RECORDS FOR THE EXERCISE:
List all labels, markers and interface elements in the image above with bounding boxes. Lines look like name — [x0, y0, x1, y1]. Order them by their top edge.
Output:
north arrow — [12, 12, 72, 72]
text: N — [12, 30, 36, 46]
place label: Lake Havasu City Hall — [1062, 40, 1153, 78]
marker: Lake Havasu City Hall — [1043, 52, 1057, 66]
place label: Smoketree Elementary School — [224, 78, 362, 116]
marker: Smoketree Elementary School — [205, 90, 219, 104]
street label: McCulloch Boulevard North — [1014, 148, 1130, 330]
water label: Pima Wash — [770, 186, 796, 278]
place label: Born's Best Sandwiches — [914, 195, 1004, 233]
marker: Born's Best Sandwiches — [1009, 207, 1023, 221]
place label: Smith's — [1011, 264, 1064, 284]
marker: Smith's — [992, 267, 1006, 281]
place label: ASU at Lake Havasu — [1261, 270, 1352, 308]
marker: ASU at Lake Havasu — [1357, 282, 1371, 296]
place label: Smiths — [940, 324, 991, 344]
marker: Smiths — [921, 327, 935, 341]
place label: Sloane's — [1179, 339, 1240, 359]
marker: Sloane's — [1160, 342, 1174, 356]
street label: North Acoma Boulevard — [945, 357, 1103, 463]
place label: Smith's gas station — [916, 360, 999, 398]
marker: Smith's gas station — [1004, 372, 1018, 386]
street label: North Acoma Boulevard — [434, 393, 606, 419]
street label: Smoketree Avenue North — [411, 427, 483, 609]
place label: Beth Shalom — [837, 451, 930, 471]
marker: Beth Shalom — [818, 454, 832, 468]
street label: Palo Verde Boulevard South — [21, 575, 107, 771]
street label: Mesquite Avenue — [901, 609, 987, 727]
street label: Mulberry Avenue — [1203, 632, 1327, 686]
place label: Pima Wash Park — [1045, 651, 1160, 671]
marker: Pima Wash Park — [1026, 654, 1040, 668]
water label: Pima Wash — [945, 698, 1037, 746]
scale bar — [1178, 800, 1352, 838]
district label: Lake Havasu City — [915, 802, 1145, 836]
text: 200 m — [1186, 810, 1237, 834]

ASSIGNED TASK: Only lines with the word "Sloane" go in the answer. Take them all from the entries above.

THE COMPLETED TASK:
place label: Sloane's — [1179, 339, 1240, 359]
marker: Sloane's — [1160, 342, 1174, 356]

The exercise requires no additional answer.